The prepreg carbon is being provided by Structil, supplier to the high performance composites industry, ranging from aerospace to marine, as well as a variety of other fields where the technology is applicable.

For the manufacture of the mast, it is only natural that we have turned to Eric Duchemin, who recently founded Axxon Composites with his business partner, Philippe Boclet.

Eric Duchemin and Halvard, both natives of the Cotentin Peninsula (Cherbourg Peninsula) in Normandy, go back a long way (though they hail from opposite coasts, but you need some friendly rivalry…)

The ever youthful Eric is known throughout the sailing world for his expertise in masts. His passion for his chosen profession is as strong as ever after decades of adventures as a spar manufacturer.
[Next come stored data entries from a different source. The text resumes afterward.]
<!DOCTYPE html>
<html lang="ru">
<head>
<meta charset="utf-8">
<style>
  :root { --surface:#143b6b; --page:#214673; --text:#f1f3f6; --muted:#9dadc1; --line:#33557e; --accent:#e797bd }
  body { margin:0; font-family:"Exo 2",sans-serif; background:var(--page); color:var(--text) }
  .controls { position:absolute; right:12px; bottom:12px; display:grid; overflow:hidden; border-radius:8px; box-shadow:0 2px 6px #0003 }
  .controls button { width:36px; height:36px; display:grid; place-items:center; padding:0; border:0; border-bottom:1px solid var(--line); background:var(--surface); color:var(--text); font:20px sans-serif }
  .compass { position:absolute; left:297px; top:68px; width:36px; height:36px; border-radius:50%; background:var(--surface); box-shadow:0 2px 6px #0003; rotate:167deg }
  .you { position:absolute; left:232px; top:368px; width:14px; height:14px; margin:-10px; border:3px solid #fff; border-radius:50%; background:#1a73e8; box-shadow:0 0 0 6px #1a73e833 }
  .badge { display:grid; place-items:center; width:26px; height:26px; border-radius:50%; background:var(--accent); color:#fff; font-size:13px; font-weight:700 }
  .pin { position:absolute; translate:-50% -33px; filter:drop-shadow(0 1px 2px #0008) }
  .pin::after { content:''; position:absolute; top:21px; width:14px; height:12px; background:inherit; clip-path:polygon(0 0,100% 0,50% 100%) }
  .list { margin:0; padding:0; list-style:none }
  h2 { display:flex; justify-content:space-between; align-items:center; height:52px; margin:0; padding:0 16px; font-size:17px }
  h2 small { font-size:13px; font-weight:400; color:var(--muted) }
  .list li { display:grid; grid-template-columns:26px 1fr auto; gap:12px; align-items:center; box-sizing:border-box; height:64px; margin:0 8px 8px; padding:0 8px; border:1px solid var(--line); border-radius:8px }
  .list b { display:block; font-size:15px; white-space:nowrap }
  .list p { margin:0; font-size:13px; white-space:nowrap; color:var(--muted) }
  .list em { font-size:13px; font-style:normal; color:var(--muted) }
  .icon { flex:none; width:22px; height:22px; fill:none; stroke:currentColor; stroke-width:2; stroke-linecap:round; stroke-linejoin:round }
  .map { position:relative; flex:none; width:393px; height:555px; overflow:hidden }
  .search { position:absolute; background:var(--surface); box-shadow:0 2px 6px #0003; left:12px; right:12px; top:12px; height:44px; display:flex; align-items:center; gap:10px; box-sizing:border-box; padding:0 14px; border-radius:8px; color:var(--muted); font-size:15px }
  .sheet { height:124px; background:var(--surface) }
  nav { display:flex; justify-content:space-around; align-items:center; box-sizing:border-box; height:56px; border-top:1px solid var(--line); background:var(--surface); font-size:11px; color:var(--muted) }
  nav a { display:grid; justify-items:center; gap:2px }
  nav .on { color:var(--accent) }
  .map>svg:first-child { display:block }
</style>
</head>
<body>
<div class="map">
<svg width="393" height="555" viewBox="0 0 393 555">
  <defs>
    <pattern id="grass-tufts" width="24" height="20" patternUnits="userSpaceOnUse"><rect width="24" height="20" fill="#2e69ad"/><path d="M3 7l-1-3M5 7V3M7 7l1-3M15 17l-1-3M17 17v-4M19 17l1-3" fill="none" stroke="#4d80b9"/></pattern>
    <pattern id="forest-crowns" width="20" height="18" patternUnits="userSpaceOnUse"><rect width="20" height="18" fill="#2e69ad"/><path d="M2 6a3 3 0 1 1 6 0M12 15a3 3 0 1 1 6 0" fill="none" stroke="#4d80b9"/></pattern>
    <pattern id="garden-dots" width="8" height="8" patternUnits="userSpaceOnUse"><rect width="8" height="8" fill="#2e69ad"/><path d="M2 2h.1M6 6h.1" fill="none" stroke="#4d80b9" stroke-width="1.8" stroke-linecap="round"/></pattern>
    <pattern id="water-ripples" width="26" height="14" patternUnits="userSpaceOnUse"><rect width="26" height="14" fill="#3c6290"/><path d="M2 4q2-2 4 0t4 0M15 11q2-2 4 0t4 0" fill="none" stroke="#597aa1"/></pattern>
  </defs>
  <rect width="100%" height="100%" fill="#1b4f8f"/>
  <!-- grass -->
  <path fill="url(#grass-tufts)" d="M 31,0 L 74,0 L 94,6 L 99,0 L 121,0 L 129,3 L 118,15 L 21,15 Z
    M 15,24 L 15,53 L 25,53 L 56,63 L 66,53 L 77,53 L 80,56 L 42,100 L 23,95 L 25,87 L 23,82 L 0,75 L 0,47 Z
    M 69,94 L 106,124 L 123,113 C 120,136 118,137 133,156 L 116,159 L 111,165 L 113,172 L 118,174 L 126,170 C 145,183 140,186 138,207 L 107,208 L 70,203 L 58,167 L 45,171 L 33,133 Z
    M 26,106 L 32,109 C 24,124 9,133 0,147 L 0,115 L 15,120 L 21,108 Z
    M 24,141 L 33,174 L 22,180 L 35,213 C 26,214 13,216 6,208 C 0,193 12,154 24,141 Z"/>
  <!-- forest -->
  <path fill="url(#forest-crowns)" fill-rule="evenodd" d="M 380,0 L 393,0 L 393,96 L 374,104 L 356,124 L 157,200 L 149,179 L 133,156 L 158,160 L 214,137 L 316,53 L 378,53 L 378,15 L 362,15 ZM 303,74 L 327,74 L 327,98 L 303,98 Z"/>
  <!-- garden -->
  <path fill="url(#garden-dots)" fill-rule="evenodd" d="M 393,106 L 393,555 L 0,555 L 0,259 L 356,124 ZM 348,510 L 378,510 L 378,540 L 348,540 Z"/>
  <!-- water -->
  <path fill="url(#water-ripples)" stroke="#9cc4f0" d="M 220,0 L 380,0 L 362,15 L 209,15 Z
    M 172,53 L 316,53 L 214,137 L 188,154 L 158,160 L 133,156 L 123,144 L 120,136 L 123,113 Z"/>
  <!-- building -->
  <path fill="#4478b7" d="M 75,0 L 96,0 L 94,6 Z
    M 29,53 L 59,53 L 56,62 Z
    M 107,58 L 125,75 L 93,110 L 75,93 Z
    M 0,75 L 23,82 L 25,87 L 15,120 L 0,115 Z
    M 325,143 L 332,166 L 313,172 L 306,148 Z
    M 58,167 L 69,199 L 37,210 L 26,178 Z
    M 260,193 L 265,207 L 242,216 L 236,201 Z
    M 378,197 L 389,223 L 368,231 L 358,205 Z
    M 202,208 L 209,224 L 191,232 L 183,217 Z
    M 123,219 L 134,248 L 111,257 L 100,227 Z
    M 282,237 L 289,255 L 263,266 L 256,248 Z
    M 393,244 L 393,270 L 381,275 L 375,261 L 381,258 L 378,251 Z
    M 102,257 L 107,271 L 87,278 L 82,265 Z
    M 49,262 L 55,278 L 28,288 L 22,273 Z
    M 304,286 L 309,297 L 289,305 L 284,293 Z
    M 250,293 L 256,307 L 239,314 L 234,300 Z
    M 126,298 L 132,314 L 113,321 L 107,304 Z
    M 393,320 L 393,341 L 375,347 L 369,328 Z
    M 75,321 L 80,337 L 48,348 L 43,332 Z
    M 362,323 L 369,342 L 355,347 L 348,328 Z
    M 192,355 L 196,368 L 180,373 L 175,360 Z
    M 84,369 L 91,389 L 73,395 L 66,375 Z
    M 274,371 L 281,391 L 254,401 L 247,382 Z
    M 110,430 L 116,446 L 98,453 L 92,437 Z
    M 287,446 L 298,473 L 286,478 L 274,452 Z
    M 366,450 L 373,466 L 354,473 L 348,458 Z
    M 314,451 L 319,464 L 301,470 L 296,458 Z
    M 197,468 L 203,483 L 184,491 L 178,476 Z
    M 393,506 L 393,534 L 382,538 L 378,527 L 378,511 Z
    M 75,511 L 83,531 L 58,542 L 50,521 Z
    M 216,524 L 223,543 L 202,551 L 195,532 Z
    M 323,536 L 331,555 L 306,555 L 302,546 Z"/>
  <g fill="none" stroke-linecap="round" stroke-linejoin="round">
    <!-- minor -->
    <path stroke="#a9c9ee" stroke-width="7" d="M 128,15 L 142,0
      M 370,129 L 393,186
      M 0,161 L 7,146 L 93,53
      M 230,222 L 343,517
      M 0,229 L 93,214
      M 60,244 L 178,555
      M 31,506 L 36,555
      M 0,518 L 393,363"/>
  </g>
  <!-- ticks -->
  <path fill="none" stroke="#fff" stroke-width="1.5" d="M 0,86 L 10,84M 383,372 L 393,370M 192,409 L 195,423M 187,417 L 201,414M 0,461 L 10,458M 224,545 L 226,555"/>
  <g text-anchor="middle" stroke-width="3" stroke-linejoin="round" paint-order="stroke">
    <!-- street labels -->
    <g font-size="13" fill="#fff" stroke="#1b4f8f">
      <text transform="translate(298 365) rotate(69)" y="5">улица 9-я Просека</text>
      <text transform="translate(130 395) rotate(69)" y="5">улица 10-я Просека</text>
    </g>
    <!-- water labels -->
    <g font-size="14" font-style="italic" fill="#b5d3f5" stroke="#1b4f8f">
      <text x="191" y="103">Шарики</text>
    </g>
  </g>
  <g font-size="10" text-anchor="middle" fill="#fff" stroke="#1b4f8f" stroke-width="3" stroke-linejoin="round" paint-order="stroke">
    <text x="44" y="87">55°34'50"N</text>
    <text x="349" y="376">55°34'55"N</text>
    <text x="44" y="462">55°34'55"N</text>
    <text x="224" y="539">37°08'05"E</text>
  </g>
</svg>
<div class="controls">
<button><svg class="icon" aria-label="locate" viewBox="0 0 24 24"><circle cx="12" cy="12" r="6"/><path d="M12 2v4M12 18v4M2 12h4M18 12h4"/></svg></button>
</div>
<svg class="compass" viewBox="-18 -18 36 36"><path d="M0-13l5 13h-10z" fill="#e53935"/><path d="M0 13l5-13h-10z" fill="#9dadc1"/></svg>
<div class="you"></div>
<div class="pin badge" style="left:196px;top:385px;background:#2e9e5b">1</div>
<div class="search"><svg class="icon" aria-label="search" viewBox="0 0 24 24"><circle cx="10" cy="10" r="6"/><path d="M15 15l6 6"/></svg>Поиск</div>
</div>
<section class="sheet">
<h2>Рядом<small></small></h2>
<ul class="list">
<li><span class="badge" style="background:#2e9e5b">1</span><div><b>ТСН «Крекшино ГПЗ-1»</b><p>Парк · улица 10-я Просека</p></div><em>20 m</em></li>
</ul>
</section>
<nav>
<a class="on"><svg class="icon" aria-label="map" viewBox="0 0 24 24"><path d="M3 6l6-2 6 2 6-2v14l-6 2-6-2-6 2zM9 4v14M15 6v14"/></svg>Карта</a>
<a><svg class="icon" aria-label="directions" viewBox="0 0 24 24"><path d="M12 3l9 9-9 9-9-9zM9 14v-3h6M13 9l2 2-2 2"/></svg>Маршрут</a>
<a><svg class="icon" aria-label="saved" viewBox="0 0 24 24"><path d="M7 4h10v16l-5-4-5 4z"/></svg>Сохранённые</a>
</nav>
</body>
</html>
He has always been at the forefront of innovation where masts are concerned. Halvard won the 2008 Quebec Saint Malo Race with one of Eric’s masts.

As one of Axxons Composite’s production facilities is in Romania, in the Carpathian Mountains near Dracula’s castle, we are formally announcing that we will be equipping our boat with a “Dracula Spar”. When you have an ambitious project, it is important to involve partners with a bit of bite…
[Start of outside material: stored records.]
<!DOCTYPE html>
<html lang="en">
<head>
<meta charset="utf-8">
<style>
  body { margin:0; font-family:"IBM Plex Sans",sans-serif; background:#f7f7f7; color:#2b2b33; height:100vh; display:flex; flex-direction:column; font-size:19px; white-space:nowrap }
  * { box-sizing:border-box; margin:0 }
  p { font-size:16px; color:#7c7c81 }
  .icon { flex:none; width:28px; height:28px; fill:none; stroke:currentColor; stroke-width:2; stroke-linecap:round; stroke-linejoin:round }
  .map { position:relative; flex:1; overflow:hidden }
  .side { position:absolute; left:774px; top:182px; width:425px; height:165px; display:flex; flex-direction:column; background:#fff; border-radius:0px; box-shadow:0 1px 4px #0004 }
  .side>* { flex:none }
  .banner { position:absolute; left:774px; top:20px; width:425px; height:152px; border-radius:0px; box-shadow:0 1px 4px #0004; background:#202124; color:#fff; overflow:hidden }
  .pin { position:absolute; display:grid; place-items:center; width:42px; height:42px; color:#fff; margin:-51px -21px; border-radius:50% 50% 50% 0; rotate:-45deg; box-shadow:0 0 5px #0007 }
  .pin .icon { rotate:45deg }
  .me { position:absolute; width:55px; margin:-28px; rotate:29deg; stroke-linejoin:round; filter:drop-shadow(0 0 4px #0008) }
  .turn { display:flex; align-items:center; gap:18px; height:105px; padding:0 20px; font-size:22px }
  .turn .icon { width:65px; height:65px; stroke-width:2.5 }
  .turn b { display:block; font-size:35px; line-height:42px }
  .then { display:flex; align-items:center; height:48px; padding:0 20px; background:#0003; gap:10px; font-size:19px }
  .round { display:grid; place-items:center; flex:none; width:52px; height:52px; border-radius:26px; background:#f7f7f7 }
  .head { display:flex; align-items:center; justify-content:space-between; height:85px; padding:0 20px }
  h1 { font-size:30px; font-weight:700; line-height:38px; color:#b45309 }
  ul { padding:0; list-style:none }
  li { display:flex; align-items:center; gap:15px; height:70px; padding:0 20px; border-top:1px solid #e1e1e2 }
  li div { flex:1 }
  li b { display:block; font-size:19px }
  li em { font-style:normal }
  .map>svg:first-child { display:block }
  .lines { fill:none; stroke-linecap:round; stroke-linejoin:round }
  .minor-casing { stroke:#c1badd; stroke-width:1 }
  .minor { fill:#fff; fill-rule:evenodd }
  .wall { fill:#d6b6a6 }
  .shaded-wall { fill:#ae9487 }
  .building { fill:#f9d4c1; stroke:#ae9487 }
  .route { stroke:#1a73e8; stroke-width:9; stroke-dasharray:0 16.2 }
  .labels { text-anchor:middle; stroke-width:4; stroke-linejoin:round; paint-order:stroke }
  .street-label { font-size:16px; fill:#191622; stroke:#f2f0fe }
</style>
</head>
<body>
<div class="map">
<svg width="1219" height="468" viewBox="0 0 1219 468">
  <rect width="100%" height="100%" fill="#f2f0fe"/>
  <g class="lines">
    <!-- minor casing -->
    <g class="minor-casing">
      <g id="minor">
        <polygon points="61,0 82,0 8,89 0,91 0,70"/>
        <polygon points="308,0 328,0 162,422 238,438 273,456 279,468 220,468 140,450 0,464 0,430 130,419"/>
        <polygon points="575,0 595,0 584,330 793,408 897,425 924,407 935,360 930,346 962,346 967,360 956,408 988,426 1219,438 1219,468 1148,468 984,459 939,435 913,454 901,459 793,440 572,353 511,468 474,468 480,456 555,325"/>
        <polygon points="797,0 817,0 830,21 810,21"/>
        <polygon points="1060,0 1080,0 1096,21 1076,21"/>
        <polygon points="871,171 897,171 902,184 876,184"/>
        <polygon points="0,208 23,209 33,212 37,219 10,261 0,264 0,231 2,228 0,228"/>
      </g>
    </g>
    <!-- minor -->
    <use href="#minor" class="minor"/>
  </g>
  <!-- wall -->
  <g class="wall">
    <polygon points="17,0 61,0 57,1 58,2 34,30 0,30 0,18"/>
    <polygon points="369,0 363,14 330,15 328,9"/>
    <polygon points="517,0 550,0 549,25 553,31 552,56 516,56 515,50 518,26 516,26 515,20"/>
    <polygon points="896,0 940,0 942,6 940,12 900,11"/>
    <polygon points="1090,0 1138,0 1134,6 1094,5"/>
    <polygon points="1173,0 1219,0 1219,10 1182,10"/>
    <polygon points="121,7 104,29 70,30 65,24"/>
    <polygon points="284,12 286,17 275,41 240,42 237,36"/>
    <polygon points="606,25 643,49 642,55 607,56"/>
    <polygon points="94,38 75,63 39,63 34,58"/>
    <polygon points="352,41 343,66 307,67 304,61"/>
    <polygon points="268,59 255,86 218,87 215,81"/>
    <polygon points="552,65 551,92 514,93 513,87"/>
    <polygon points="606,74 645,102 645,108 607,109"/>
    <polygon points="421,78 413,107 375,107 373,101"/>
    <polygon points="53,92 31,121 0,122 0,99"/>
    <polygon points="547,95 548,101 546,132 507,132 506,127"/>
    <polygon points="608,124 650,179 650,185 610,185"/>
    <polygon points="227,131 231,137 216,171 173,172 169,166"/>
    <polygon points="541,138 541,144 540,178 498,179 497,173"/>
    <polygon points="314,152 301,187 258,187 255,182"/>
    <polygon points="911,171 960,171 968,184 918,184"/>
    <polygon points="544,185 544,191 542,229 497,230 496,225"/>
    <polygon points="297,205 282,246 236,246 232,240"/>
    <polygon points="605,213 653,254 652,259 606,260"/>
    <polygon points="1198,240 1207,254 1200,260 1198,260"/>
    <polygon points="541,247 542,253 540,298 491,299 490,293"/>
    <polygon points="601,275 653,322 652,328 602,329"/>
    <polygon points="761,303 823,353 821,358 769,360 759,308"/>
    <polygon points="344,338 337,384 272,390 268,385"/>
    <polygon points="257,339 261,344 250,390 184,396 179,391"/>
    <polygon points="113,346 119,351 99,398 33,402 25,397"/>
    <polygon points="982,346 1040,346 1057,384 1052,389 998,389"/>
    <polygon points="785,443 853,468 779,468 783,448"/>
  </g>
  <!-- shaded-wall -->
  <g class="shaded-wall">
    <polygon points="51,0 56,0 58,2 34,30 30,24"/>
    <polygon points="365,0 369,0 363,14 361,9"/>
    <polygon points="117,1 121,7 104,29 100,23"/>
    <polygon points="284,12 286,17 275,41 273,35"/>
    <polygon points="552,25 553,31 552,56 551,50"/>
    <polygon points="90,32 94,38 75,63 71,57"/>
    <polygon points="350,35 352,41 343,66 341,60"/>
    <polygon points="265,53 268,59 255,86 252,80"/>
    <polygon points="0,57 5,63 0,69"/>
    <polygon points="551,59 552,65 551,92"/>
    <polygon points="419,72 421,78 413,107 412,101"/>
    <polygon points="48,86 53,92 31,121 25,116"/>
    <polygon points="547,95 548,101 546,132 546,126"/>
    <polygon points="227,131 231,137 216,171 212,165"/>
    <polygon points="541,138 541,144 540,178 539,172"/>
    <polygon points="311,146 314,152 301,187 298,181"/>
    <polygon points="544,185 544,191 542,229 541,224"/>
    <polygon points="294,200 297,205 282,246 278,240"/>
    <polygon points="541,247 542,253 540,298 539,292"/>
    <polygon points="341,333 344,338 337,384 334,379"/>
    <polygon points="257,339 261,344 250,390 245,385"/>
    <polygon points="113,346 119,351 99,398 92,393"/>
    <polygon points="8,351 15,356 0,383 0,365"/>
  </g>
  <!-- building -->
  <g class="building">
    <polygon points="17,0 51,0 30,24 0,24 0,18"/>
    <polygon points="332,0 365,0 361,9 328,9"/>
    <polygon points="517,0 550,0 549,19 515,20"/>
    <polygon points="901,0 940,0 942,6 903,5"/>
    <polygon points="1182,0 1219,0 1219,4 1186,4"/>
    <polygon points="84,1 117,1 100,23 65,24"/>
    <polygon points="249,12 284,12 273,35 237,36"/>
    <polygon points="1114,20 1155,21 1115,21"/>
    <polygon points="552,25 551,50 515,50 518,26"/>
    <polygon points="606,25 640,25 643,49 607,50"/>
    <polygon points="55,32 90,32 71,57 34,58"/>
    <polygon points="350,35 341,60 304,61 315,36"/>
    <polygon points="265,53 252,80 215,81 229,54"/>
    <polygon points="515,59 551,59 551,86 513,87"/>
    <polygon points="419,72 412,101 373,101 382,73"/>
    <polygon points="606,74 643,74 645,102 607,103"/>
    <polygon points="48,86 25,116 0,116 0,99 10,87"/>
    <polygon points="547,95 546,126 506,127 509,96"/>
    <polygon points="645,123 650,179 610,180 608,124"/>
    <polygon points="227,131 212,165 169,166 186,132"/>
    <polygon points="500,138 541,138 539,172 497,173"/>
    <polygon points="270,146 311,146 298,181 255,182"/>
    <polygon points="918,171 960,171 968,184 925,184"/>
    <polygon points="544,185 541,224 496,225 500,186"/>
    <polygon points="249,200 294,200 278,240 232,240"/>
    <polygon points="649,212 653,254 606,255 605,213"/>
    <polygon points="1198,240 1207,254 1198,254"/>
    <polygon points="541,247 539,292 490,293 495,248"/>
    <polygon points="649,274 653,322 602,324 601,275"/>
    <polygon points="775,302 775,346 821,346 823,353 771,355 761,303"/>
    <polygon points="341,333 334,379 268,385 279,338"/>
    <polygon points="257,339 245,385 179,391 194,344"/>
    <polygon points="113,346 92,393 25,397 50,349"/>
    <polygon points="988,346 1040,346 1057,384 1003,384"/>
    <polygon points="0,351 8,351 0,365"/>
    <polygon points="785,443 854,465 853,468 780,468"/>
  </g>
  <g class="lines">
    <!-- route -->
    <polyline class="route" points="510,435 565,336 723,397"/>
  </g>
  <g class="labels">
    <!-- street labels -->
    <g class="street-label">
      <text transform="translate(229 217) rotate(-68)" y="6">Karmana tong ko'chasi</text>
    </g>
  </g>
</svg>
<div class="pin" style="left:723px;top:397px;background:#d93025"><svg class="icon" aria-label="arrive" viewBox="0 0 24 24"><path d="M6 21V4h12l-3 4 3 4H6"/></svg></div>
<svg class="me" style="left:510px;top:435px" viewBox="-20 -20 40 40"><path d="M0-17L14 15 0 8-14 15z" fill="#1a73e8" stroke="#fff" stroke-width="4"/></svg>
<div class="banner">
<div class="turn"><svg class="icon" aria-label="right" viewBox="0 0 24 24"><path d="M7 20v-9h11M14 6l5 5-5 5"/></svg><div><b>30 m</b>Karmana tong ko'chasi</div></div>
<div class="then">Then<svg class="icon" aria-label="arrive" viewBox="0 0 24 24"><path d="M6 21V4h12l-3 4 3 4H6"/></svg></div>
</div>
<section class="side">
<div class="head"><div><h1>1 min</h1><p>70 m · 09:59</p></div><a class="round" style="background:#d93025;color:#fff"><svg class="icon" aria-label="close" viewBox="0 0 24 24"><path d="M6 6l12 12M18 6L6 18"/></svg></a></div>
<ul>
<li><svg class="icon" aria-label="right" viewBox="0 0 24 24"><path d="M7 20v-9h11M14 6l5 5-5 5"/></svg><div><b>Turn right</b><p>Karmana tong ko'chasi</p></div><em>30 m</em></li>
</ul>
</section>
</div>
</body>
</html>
Also of note, based on the principle that you don’t change a winning team, Eric has roped Illy Brummer and Alain Bouchet into this new adventure. Illy is Finnish, but lives in Brittany and has been involved in engineering carbon masts ever since carbon was first used in their manufacture. Alain was one of the pioneers in carbon masts, and has unparalleled expertise in building spars.

It must not be forgotten that for a mast to stay upright, it needs rigging. To this end, we are fortunate to be working with Sparcraft Rigging, managed by Joël Guerinet, whose knowledge will be most useful in assisting us in making the right choices for all the elements which make up the rig.

We are also delighted to be working with Facnor for the sail furling systems. Based on the Cotentin Peninsula, this is a dynamic company at the leading edge of innovation. Facnor is a worldwide leader in designing and manufacturing furling systems, and it is fast becoming the world standard for furling equipment.
This partnership with Facnor is the continuation of a long-standing relationship, since Facnor has always supported Halvard in his projects. Over the many years of working together, Facnor has always risen to the challenge when a new product needed developing, and most of these products are now available as standard.

As for the boat itself, the build is coming along, and we are still searching for that elusive sponsor.